On 15.01.24 11:26, Christian König wrote:
Am 14.01.24 um 14:00 schrieb Friedrich Vock:
If the IH ring buffer overflows, it's possible that fence signal events
were lost. Check each ring for progress to prevent job timeouts/GPU
hangs due to the fences staying unsignaled despite the work being done.
That's completely unnecessary and in some cases even harmful.
How is it harmful? The only effect it can have is prevent unnecessary
GPU hangs, no? It's not like it hides any legitimate errors that you'd
otherwise see.
We already have a timeout handler for that and overflows point to
severe system problem so they should never occur in a production system.

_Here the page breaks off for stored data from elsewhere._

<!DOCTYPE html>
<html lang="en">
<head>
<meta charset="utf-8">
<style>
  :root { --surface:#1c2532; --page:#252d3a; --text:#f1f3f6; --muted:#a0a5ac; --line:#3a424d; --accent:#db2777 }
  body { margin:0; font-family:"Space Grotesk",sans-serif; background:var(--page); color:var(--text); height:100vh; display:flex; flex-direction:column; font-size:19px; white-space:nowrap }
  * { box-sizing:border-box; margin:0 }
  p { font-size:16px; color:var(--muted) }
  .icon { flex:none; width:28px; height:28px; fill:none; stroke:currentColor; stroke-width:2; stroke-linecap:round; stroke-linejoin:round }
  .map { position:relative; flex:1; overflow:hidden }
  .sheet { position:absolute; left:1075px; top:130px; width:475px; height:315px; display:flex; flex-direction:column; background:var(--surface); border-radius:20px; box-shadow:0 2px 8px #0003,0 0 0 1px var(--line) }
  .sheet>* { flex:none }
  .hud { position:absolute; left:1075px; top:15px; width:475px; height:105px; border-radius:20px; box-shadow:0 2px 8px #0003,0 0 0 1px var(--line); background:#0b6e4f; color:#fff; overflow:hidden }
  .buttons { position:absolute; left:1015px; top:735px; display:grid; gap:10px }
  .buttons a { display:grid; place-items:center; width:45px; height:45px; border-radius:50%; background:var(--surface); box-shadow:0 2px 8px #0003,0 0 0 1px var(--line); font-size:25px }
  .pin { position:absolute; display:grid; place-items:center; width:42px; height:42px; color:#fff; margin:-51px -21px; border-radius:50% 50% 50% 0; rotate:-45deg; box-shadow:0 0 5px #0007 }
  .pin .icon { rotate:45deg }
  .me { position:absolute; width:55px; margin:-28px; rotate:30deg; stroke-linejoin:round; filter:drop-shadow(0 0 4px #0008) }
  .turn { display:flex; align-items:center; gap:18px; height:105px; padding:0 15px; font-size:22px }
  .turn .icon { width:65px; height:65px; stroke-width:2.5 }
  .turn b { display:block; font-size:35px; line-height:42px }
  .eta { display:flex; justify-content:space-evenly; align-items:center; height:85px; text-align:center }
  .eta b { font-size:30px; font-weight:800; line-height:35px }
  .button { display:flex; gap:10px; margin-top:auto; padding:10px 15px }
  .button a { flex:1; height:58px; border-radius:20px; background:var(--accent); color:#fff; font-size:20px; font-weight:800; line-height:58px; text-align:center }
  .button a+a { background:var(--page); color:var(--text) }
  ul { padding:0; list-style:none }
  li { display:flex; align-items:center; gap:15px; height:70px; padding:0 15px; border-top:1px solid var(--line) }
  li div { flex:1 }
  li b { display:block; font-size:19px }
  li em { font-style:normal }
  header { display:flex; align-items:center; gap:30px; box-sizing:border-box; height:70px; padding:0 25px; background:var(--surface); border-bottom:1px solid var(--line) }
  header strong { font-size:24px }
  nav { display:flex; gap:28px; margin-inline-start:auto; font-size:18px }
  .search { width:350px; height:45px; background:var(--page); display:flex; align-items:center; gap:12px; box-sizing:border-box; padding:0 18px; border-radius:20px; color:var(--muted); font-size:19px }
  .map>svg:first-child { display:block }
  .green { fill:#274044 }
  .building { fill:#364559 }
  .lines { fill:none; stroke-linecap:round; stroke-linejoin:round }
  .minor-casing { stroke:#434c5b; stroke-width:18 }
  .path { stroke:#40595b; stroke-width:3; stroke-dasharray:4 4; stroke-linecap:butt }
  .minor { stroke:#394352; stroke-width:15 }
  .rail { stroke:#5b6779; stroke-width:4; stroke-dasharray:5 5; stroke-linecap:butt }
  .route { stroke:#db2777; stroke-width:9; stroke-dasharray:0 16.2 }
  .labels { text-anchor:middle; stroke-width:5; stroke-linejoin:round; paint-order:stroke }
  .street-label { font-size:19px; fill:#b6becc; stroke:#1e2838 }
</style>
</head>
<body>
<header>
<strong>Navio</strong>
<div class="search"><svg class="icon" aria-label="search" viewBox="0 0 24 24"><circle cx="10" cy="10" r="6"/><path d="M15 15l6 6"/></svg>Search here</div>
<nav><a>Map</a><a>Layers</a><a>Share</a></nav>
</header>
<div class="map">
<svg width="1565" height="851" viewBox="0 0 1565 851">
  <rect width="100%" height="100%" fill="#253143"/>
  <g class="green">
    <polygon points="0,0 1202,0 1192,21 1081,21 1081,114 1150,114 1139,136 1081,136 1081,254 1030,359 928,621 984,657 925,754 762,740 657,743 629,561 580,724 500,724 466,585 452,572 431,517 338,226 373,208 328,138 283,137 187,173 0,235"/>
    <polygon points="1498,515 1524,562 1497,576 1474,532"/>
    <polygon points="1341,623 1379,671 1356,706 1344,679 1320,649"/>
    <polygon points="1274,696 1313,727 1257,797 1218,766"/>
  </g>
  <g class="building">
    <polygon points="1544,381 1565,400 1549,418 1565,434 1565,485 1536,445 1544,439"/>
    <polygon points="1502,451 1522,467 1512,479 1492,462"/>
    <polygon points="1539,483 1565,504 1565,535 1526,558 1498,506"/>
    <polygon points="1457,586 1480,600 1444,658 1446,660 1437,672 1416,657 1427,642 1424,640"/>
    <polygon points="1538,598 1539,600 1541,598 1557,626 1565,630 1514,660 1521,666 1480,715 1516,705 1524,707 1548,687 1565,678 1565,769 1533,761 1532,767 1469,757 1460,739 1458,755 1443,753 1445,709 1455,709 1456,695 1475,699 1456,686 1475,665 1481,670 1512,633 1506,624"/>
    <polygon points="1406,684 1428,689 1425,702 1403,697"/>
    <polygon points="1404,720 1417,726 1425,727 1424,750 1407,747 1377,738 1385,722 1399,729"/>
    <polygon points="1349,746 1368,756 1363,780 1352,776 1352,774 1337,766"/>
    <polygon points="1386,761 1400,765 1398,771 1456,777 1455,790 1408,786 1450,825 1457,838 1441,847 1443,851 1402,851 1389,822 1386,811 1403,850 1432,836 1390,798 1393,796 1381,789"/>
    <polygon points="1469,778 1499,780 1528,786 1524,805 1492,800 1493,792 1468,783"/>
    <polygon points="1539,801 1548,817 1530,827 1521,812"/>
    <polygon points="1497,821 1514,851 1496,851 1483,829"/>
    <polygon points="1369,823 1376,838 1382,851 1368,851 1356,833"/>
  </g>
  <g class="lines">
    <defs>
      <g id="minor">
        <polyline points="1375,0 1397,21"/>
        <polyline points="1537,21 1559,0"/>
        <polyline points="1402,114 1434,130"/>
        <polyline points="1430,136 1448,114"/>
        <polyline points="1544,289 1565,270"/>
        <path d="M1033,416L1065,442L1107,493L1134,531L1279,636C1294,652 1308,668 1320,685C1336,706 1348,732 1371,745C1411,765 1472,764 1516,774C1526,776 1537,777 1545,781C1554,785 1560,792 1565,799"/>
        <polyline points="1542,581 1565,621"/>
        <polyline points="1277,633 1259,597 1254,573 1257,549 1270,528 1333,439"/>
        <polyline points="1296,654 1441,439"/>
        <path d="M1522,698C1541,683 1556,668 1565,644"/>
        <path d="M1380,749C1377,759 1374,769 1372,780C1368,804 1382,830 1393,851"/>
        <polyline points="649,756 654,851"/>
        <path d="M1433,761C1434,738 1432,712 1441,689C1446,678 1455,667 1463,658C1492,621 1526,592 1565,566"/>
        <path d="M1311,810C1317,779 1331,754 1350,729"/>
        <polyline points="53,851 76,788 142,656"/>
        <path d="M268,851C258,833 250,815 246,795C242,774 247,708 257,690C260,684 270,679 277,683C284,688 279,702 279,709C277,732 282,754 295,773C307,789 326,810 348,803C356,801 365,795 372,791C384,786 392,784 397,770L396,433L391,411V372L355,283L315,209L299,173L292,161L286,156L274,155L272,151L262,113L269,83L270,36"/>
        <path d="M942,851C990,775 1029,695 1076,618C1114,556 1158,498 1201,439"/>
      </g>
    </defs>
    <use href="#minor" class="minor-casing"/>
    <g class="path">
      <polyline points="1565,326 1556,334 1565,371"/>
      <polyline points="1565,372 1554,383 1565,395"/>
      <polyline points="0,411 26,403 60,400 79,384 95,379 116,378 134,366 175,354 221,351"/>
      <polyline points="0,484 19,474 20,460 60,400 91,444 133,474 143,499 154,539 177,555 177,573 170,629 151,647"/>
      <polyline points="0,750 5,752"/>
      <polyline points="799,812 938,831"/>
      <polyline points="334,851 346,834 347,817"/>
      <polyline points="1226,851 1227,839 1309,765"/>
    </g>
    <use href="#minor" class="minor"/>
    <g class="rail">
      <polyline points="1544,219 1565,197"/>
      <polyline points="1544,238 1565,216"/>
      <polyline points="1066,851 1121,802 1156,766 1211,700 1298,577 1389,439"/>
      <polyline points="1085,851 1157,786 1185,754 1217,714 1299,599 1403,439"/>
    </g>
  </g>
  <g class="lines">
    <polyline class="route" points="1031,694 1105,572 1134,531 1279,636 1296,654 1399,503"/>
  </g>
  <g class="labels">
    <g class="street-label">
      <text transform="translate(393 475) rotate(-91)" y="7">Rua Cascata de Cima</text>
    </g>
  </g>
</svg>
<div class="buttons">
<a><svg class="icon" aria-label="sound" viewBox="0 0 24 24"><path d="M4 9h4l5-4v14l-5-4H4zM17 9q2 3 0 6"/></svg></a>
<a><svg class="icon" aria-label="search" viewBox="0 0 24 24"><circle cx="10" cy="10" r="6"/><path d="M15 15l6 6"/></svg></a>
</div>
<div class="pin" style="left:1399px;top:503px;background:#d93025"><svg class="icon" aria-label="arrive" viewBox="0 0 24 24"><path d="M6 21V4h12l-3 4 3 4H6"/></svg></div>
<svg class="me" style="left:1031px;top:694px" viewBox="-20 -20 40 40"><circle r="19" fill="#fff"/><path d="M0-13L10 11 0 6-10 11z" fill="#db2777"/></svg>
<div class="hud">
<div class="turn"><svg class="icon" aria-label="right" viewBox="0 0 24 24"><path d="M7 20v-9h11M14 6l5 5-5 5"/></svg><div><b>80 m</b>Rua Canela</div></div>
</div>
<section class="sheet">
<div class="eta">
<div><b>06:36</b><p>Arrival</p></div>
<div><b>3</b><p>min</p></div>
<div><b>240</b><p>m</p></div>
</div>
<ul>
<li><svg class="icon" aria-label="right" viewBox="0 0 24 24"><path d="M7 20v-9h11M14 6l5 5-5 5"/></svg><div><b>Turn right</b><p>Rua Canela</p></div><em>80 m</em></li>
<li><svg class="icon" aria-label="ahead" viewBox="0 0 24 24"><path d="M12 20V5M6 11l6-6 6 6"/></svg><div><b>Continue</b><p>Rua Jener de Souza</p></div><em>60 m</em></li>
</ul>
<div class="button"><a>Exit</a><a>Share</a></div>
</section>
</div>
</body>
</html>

IH ring buffer overflows are pretty reliably reproducible if you trigger
a lot of page faults, at least on Deck. Why shouldn't enough page faults
in quick succession be able to overflow the IH ring buffer?
The fence fallback timer as it is now is useless for this because it
only gets triggered once after 0.5s. I guess an alternative approach
would be to make a timer trigger for each work item in flight every
0.5s, but why should that be better than just handling overflow errors
as they occur?
Regards,
Friedrich
Regards,
Christian.
Cc: Joshua Ashton <joshua@xxxxxxxxx>
Cc: Alex Deucher <alexander.deucher@xxxxxxx>
Cc: stable@xxxxxxxxxxxxxxx
Signed-off-by: Friedrich Vock <friedrich.vock@xxxxxx>
---
drivers/gpu/drm/amd/amdgpu/amdgpu_ih.c | 15 +++++++++++++++
1 file changed, 15 insertions(+)
diff --git a/drivers/gpu/drm/amd/amdgpu/amdgpu_ih.c
b/drivers/gpu/drm/amd/amdgpu/amdgpu_ih.c
index f3b0aaf3ebc6..2a246db1d3a7 100644
--- a/drivers/gpu/drm/amd/amdgpu/amdgpu_ih.c
+++ b/drivers/gpu/drm/amd/amdgpu/amdgpu_ih.c
@@ -209,6 +209,7 @@ int amdgpu_ih_process(struct amdgpu_device *adev,
struct amdgpu_ih_ring *ih)
{
unsigned int count;
u32 wptr;
+ int i;
if (!ih->enabled || adev->shutdown)
return IRQ_NONE;
@@ -227,6 +228,20 @@ int amdgpu_ih_process(struct amdgpu_device
*adev, struct amdgpu_ih_ring *ih)
ih->rptr &= ih->ptr_mask;
}
+ /* If the ring buffer overflowed, we might have lost some fence
+ * signal interrupts. Check if there was any activity so the signal
+ * doesn't get lost.
+ */
+ if (ih->overflow) {
+ for (i = 0; i < AMDGPU_MAX_RINGS; ++i) {
+ struct amdgpu_ring *ring = adev->rings[i];
+
+ if (!ring || !ring->fence_drv.initialized)
+ continue;
+ amdgpu_fence_process(ring);
+ }
+ }
+
amdgpu_ih_set_rptr(adev, ih);
wake_up_all(&ih->wait_process);
--
2.43.0